Read Two Excerpts From Bob Dylan’s New Book The Philosophy Of Modern Song

Read Two Excerpts From Bob Dylan’s New Book The Philosophy Of Modern Song

For his new book The Philosophy Of Modern Song, Bob Dylan — a guy who has written a few good songs himself — wrote more than 60 essays on the art and craft of songwriting, each one centered on a particular song. The book is out next month, and today the New York Times has published two excerpts from it.

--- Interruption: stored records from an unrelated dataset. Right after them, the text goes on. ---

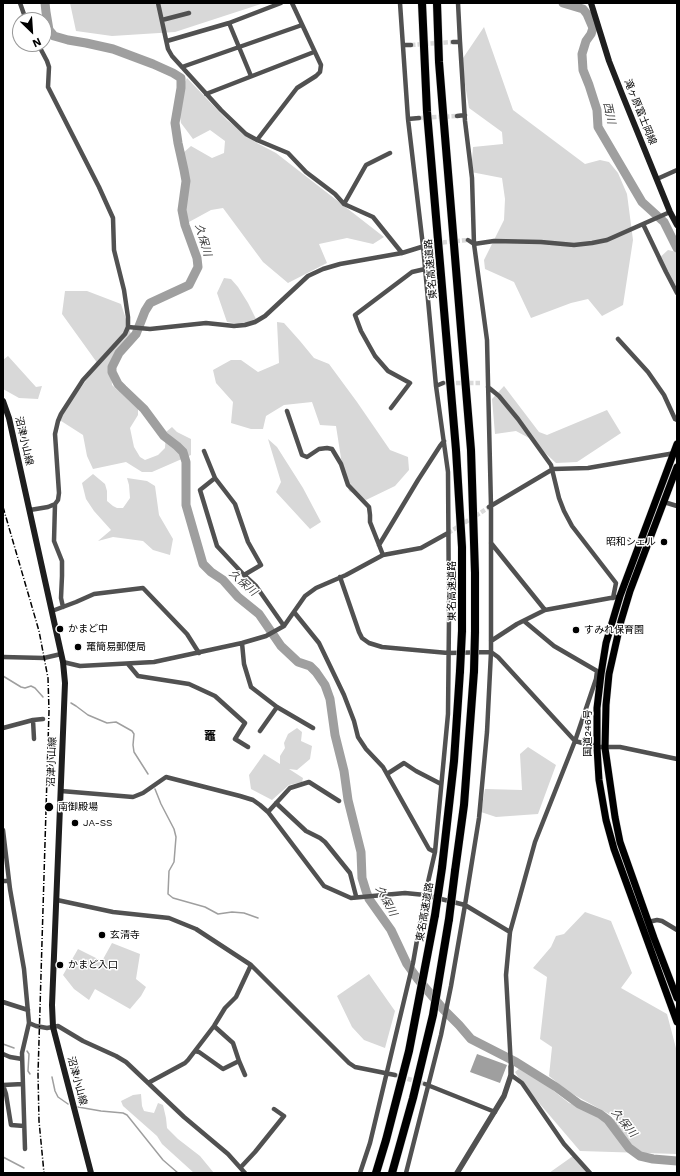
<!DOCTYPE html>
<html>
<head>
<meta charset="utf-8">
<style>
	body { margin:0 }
	#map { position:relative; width:680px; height:1176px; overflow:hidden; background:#fff; font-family:"Work Sans",sans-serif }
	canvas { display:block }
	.frame { position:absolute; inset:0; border:4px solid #000; pointer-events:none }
	.north { position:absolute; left:12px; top:12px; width:40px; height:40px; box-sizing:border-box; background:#fff; border:1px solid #999; border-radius:50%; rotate:155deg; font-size:11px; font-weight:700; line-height:16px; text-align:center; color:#000 }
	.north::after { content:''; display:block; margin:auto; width:14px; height:18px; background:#000; clip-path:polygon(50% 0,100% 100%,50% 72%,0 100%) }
</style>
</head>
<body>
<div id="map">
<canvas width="680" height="1176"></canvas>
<div class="frame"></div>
<div class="north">N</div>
</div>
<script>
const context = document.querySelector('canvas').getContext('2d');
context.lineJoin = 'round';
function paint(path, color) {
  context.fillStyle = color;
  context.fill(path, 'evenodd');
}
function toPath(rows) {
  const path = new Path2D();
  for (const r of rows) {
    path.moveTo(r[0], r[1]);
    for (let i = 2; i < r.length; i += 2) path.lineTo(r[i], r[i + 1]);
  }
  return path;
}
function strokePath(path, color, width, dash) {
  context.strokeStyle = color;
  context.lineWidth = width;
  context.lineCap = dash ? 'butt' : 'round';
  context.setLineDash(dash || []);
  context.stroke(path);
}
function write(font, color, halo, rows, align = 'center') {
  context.font = font + ' "Work Sans","Noto Sans JP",sans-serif';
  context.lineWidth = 3;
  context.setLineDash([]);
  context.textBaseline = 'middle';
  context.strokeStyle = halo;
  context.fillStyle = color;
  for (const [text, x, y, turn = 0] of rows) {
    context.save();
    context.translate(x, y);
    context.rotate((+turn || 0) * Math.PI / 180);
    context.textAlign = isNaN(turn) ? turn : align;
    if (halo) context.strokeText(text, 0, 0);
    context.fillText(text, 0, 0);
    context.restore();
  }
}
const green = toPath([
	[70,3,264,3,175,32,112,36,76,31],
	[484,27,513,110,585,164,600,160,609,162,618,173,627,194,633,240,623,305,602,316,588,299,571,303,531,318,514,282,485,269,484,260,504,220,505,199,502,178,471,172,473,147,503,144,502,132,469,108,461,61],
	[187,78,227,120,255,142,276,153,384,237,373,244,347,238,319,244,327,263,288,283,263,262,223,208,211,210,189,222,183,216,183,153,191,146,212,158,224,153,225,141,210,130,193,139,181,123,177,97],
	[668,250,677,252,677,295,657,260],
	[224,278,231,279,238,287,248,303,256,319,245,325,227,322,217,293],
	[65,291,87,291,121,304,131,334,111,371,112,385,138,409,138,415,130,428,134,447,140,457,145,460,158,455,165,448,166,432,172,427,177,432,191,439,191,455,152,472,142,472,126,462,93,469,87,456,83,435,58,419,98,364,62,314],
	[277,322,284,323,300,341,314,358,329,364,357,402,390,450,408,457,409,470,395,486,366,500,349,491,343,471,336,426,320,425,312,402,284,405,266,416,263,429,251,429,231,423,233,402,216,383,213,370,231,360,241,360,258,372,279,363],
	[8,356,36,387,42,386,38,399,19,398,3,389,3,360],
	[504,386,539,432,547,435,607,410,621,433,577,462,556,463,529,438,516,431,495,434,492,399],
	[268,439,277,447,303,488,321,522,310,529,276,492,281,482],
	[93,474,105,484,107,491,107,501,113,506,117,508,123,508,130,498,129,485,127,478,147,481,155,486,159,515,173,539,170,555,153,550,143,541,113,537,98,541,111,530,94,511,86,499,82,483],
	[297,728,302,732,301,741,312,746,310,759,297,770,289,769,303,778,302,782,289,785,272,800,251,789,249,775,264,754,280,764,280,756,285,748,284,743,288,734],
	[528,747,556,765,538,814,496,817,481,812,485,789,522,790,520,754],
	[585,912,611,921,632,973,621,988,667,1014,677,1052,677,1154,580,1151,522,1083,515,1072,520,1068,545,1084,569,1103,629,1125,569,1092,549,1076,552,1047,540,1039,547,977,533,968,551,947,556,936,564,934],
	[112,943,140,954,136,979,146,987,141,996,130,1009,95,989,89,1000,74,989,63,975,78,949,102,961],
	[369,974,395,1011,385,1048,364,1040,352,1027,337,996],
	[141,1094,142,1106,144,1111,154,1113,158,1103,163,1105,166,1118,167,1128,178,1139,200,1156,214,1173,194,1173,162,1144,157,1136,123,1106,121,1101,133,1095],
	[573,1156,588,1173,549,1173]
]);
const water = toPath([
	[477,1054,507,1065,500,1083,470,1072]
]);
const stream = toPath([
	[3,676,21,687,25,688,31,686,35,688,43,697],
	[71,703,76,706,88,715,107,723,116,722,132,731,134,734,133,745,134,752,148,774],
	[155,789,161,804,174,829,176,837,174,862,169,871,168,894,173,898,205,907,218,914,232,912,244,913,258,918],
	[3,1044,14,1048],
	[27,1051,29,1054,28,1071,30,1074],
	[52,1077,55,1091,58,1097,68,1104],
	[78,1107,101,1111,123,1113,127,1115,163,1160,178,1173],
	[3,1157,24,1168]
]);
const river = toPath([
	[45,3,46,12,49,30,54,36,68,40,86,43,113,49,153,64,173,73,181,78,181,88,175,123,178,143,184,170,186,181,182,210,185,225,197,258,198,267,189,285,150,303,145,311,136,334,119,353,112,367,112,372,118,384,123,389,144,409,164,436,177,446,183,452,186,462,186,505,203,564,211,572,223,580,238,597,259,614,281,646,298,662,310,666,316,672,325,685,330,699,335,735,344,771,348,800,361,852,362,878,366,891,369,899,391,930,407,964,417,978,444,1010,459,1025,471,1039,516,1062,556,1087,579,1104,600,1114,608,1120,629,1148,640,1156,653,1159,677,1161],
	[563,3,583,9,587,14,593,28,591,34,586,41,582,54,583,70,589,85,597,110,598,127,642,202,664,222,677,248]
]);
const minorTunnel = toPath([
	[411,45,453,42],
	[419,118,457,116],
	[436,243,468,240],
	[443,383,481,383],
	[448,533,488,508],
	[395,1075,425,1084]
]);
const minor = toPath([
	[20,3,26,20],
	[158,3,168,49,172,56,221,110,246,134,257,140,288,153,306,172,335,194,344,204,373,217,402,253],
	[162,20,189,13],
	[229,23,251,76],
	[167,41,229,23,281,3],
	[453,42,460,42],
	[403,45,411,45],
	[182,67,302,25],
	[206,94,314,52],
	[457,116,465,115],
	[408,119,419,118],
	[257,140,297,88,316,76,320,72,321,65,292,3],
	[657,179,677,170],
	[344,204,366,165,390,153],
	[643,224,666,272,677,293],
	[468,240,474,244,494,241,541,242,574,245,592,243,607,240,670,212],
	[128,327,150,329,206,323,234,326,245,325,255,322,265,316,308,276,323,269,340,264,402,253,431,244],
	[618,339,648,372,664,395,675,419,677,420],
	[436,386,443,383],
	[488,387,499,396,518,419,551,465,559,498,564,511,572,526,616,583,613,598],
	[391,408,410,383,388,371,375,356,361,331,355,315,412,272,425,269],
	[287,411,302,455,307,457,319,449,327,448,332,449,341,464,348,485,369,507,370,515,370,522,383,555],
	[204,451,215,478,235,504,248,542,261,565,244,575],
	[215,478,200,490,217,546,244,575,256,586,284,626],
	[664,502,677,506],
	[55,504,54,541,62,561,62,576,61,598,63,607],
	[489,507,553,469,588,468,675,453],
	[30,510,48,507,55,504,58,500,59,493,55,434,58,421,61,414,83,380,125,334,128,327,128,317,124,290,114,250,113,218,99,187,48,87,49,67,47,61,38,44],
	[491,543,545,610],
	[379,545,418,480,440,446,444,441],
	[340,577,359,632,362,638,369,643,382,647,448,653,491,652,498,657,575,741,596,679,597,671,554,646,524,621],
	[52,611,76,602,94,594,143,588,187,634,199,653],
	[294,612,319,643,344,695,354,721,358,737,366,749,383,767,429,849,435,852],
	[491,641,517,624,545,610,616,597],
	[242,643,244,664,251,687,277,707,313,728],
	[3,657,44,658,61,654],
	[63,662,80,666,154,662,242,643,266,636,284,626,305,596,316,588,346,575,383,555,421,548,448,533],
	[128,664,138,676,189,684,215,696,245,723,235,739,248,747],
	[33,720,34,739],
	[3,728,33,720,43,719],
	[260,731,277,707],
	[387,774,404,763,416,771,441,784],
	[61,791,133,797,143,793,166,777,240,796,253,800,260,805,268,812,324,886,351,898,405,893,425,895,465,905,510,932],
	[276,803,306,831,320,838,325,842,350,873,356,896],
	[268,812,290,788,309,782,339,801],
	[3,830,10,889,24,969,29,1023,36,1026,47,1028,58,1026,83,1041,116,1056,126,1062,184,1117,228,1154,245,1173],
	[3,881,9,881],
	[57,900,113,912,169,918,196,929,251,965,349,1063,355,1067,395,1075],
	[648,922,657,920,662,921,677,930],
	[3,1002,28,1010],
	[214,1026,233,1043,239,1061,245,1075],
	[195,1051,199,1052,223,1069,239,1061],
	[3,1054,10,1057,22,1059],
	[511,1067,506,975,510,932,535,842,575,741,597,747,620,747,677,759],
	[511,1075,522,1083,564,1144,590,1173],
	[148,1083,185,1063,188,1060,214,1026,225,1008,236,997,251,965],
	[23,1084,3,1085,6,1094,11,1125,24,1126],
	[425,1084,495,1112],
	[25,1149,22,1053,29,1023],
	[241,1167,255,1152,284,1116,274,1109],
	[360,1173,370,1143,413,963,425,895,435,852,448,714,449,618,448,472,436,386,423,246,408,119,400,3],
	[406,1173,441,1035,451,986,465,905,479,818,487,732,491,652,491,506,487,340,474,244,472,178,465,121,460,42,458,3]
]);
const tertiary = toPath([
	[457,1173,504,1096,511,1075,511,1067]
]);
const secondary = toPath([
	[591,3,609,61,622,94,670,212,677,225],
	[3,401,9,418,63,662,65,683,52,1005,53,1027,91,1173]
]);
const trunk = toPath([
	[677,444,620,596,606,643,601,674,597,708,597,747,599,780,606,820,614,849,677,1022],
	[677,467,630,591,621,621,609,674,606,705,605,748,615,817,620,842,654,938,677,998]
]);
const motorway = toPath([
	[422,3,427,112,456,450,462,547,462,631],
	[437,3,439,62,443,112,471,450,475,573,475,632],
	[442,868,454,761,460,671],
	[455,871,464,805,474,671],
	[376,1173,386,1140,409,1051,435,915],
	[392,1173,413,1098,433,1015,449,919]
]);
const rail = toPath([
	[3,507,39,631,48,678,49,711,38,1074,39,1121,44,1173]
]);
const motorwayBridge = toPath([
	[460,671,462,631],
	[474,671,475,632],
	[435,915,442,868],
	[449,919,455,871]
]);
const markers = [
	[664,542,4,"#000"],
	[60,629,4,"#000"],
	[576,630,4,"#000"],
	[78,647,4,"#000"],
	[49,807,5,"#000"],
	[75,823,4,"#000"],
	[102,935,4,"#000"],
	[60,965,4,"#000"]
];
const streetNames = [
	["滝ヶ原富士岡線",640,112,68],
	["東名高速道路",431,269,-95],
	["沼津小山線",24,441,77],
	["東名高速道路",452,591,-90],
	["国道246号",588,733,-90],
	["沼津小山線",52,762,-88],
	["東名高速道路",425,912,-80],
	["沼津小山線",77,1081,75]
];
const poiNames = [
	["昭和シェル",656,542,"right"],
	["かまど中",68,629],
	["すみれ保育園",584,630],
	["竃簡易郵便局",86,647],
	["南御殿場",58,807],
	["JA-SS",83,823],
	["玄清寺",110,935],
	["かまど入口",68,965]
];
const waterNames = [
	["西川",609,113,77],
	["久保川",203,240,74],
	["久保川",243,583,42],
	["久保川",386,901,62],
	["久保川",624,1123,51]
];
const quarterNames = [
	["竈",210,736]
];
paint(green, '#d8d8d8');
paint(water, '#9f9f9f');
strokePath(stream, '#9f9f9f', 1.5);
strokePath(river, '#9f9f9f', 9);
strokePath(minorTunnel, '#d9d9d9', 4.5, [4.5, 2]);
strokePath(trunk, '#dbdbdb', 8);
strokePath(motorway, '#dbdbdb', 9);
strokePath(minor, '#515151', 4.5);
strokePath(tertiary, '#515151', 5.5);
strokePath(secondary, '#1e1e1e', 6);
strokePath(trunk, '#000', 7);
strokePath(motorway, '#000', 8);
strokePath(rail, '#000', 1.5, [6, 2, 1, 2]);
strokePath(motorwayBridge, '#dbdbdb', 9, []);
strokePath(motorwayBridge, '#000', 8);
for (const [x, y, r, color] of markers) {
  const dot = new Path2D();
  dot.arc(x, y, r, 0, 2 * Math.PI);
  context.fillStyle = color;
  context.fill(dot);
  strokePath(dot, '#fff', 1.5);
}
write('10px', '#000', '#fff', streetNames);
write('10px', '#000', '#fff', poiNames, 'left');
write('italic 11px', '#404040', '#fff', waterNames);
write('bold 12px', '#000', '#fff', quarterNames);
</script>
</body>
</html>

First up is Dylan’s take on Frank Sinatra’s 1966 #1 hit “Strangers In The Night,” with music by Bert Kaempfert and lyrics by Charles Singleton and Eddie Snyder. That one’s accompanied by audio of Dylan reading from the excerpt, starting with this bit of beat poetry:

The song of the lone wolf, the outsider, the alien, the foreigner, and night owl who’s wheeling and dealing, putting everything up for sale and surrendering his self-interest. On the move aimlessly through the dingy darkness — slicing up the pie of sentimental feelings, dividing it into pieces all the time, exchanging piercing penetrating looks with someone he hardly knows.

Next comes Dylan’s take on the Who’s 1965 smash “My Generation,” written by Pete Townshend, which begins like so:

This is a song that does no favors for anyone, and casts doubt on everything.

In this song, people are trying to slap you around, slap you in the face, vilify you. They’re rude and they slam you down, take cheap shots. They don’t like you because you pull out all the stops and go for broke. You put your heart and soul into everything and shoot the works, because you got energy and strength and purpose. Because you’re so inspired they put the whammy on, they’re allergic to you, and they have hard feelings. Just your very presence repels them. They give you frosty looks and they’ve had enough of you, and there’s a million others just like you, multiplying every day.

It’s especially interesting to hear Dylan’s take on songs that were popping off when he too was at his peak of commercial visibility. (His highest-charting single, “Like A Rolling Stone,” peaked at #2 between the release of “My Generation” and “Strangers In The Night.”) Seems like The Philosophy Of Modern Song will be an interesting complement to our own Tom Breihan’s forthcoming The Number Ones book.